DATA section start

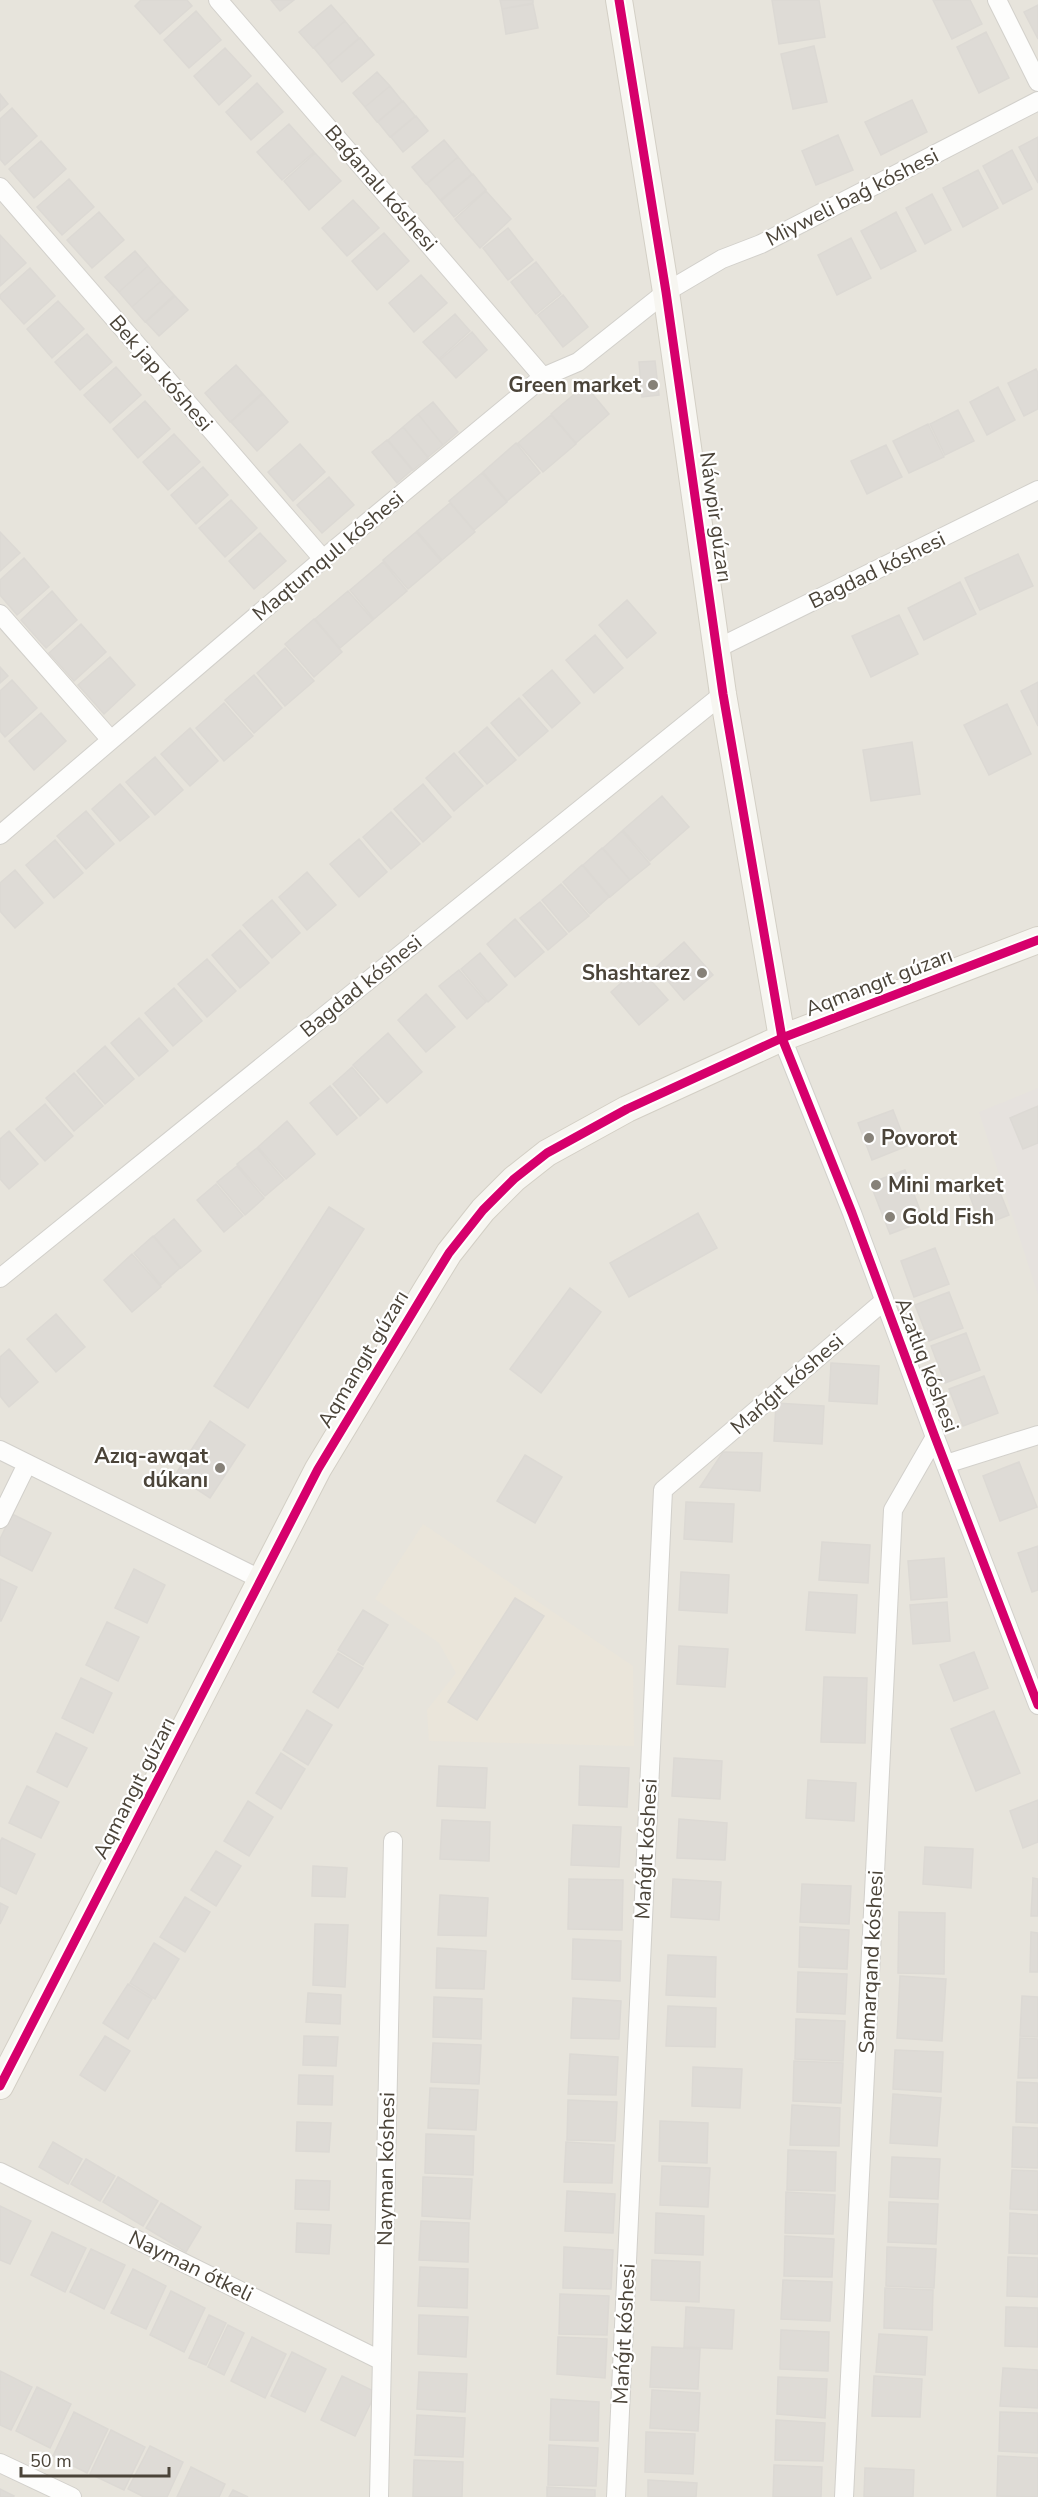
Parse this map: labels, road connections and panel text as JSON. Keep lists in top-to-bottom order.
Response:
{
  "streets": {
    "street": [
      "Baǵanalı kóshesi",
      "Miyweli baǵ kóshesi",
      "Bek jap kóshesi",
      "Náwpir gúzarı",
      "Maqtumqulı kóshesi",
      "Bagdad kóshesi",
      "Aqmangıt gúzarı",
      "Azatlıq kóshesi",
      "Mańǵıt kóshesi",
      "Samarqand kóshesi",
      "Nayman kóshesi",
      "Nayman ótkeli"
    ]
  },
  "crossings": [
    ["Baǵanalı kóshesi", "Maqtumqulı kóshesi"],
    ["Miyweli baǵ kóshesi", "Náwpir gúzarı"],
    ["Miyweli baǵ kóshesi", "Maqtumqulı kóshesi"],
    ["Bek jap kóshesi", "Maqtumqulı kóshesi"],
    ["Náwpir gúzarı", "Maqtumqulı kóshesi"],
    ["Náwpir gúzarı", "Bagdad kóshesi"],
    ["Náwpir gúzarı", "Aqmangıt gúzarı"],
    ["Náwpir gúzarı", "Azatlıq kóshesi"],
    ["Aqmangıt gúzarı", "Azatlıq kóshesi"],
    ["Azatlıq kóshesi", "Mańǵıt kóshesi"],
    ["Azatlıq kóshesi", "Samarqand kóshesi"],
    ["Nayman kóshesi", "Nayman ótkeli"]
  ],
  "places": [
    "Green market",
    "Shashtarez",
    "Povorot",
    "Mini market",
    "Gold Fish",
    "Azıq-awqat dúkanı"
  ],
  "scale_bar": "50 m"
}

DATA section end
DATA section start

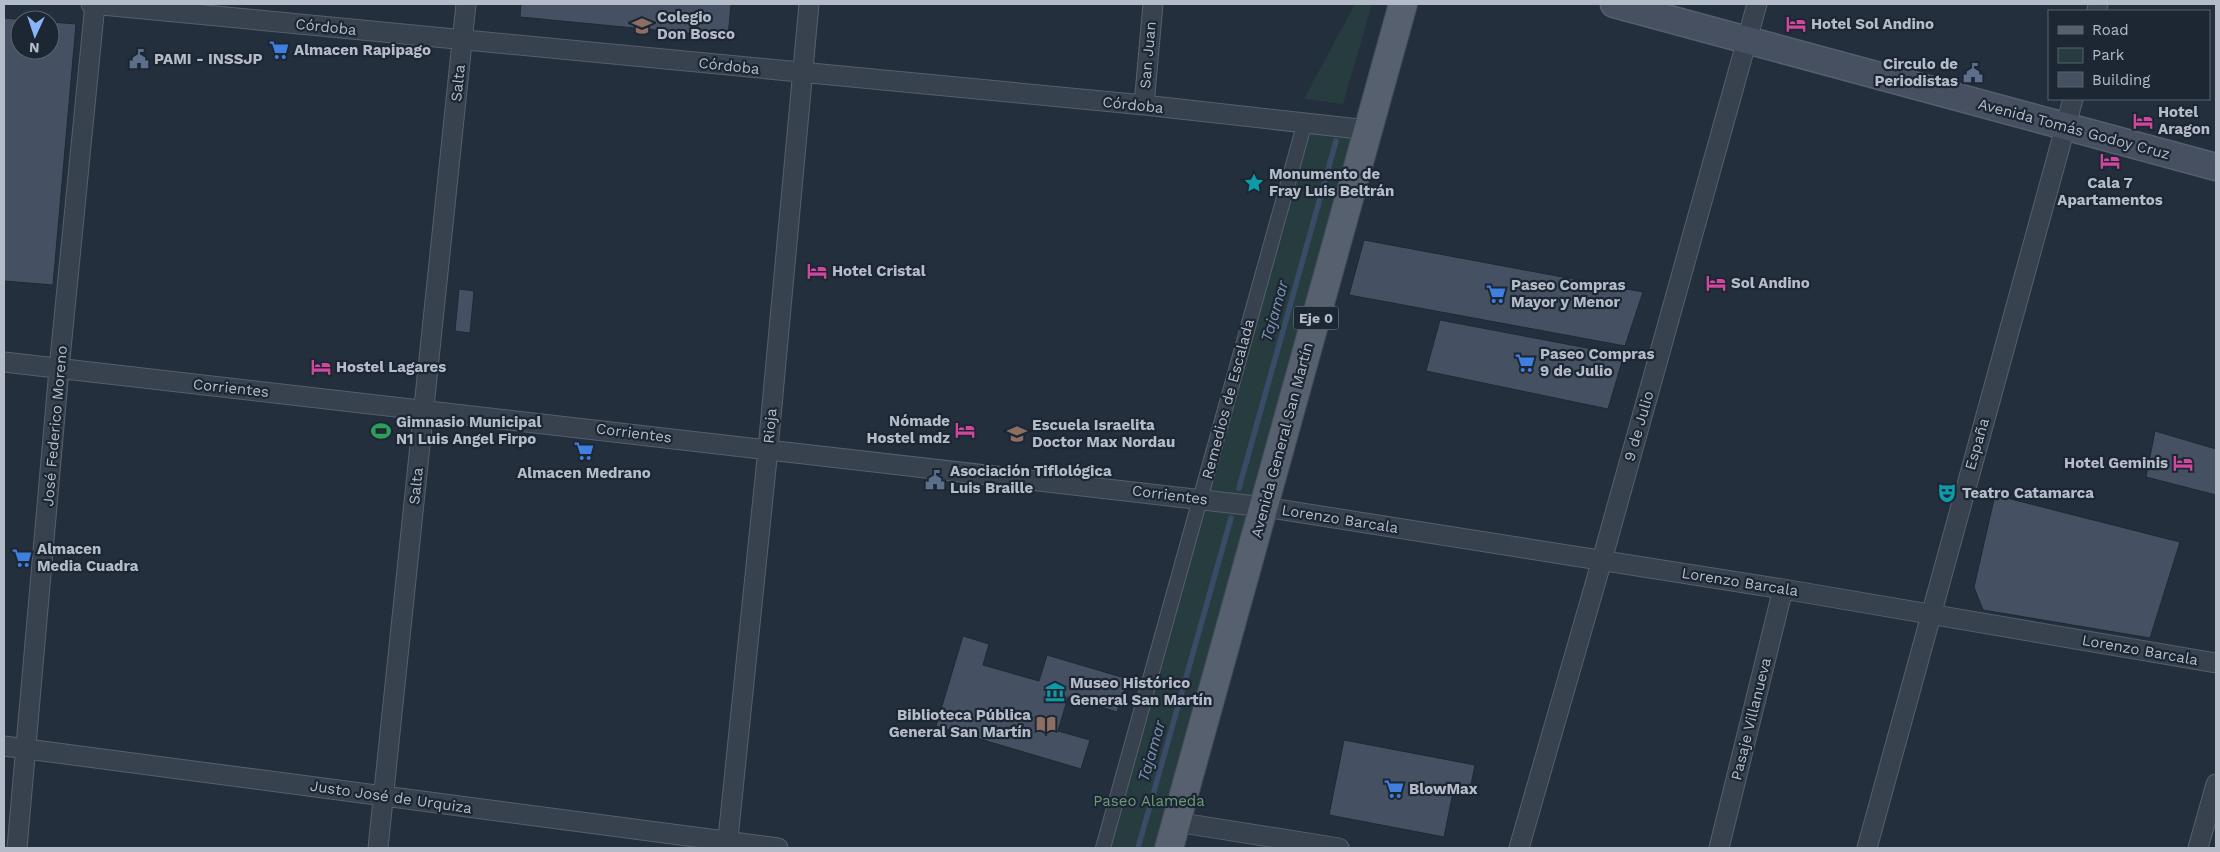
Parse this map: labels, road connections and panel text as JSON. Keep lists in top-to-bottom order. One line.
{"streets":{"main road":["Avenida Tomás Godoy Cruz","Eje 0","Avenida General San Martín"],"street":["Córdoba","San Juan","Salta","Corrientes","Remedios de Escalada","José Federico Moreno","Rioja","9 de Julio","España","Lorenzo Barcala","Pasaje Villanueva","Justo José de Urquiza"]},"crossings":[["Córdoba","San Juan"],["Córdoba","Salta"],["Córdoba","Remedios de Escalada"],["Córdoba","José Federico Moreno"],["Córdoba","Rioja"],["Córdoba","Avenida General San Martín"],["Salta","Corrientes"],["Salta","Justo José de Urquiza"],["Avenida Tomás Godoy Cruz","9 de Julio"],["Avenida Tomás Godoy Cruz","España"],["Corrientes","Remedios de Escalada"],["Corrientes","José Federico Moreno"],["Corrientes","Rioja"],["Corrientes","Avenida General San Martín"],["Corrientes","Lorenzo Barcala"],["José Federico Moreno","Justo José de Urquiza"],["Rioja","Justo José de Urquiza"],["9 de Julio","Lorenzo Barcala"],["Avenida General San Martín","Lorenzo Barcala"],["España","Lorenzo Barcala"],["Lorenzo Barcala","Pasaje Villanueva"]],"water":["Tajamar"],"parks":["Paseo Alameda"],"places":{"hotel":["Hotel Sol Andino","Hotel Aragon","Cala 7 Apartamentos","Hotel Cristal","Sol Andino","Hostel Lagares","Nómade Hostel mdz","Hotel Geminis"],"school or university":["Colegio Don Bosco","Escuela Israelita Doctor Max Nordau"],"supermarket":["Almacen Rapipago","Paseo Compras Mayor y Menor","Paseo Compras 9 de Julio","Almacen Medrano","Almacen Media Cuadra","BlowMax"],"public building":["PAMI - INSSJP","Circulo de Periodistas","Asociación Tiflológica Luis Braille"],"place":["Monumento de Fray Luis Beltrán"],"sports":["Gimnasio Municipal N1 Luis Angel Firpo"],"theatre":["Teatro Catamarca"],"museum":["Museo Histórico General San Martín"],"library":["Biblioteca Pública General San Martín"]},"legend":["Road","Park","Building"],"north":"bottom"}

DATA section end

Report how many lines in the listing above have the string "JSON" in them; write the number only.

YOUR RESPONSE —
2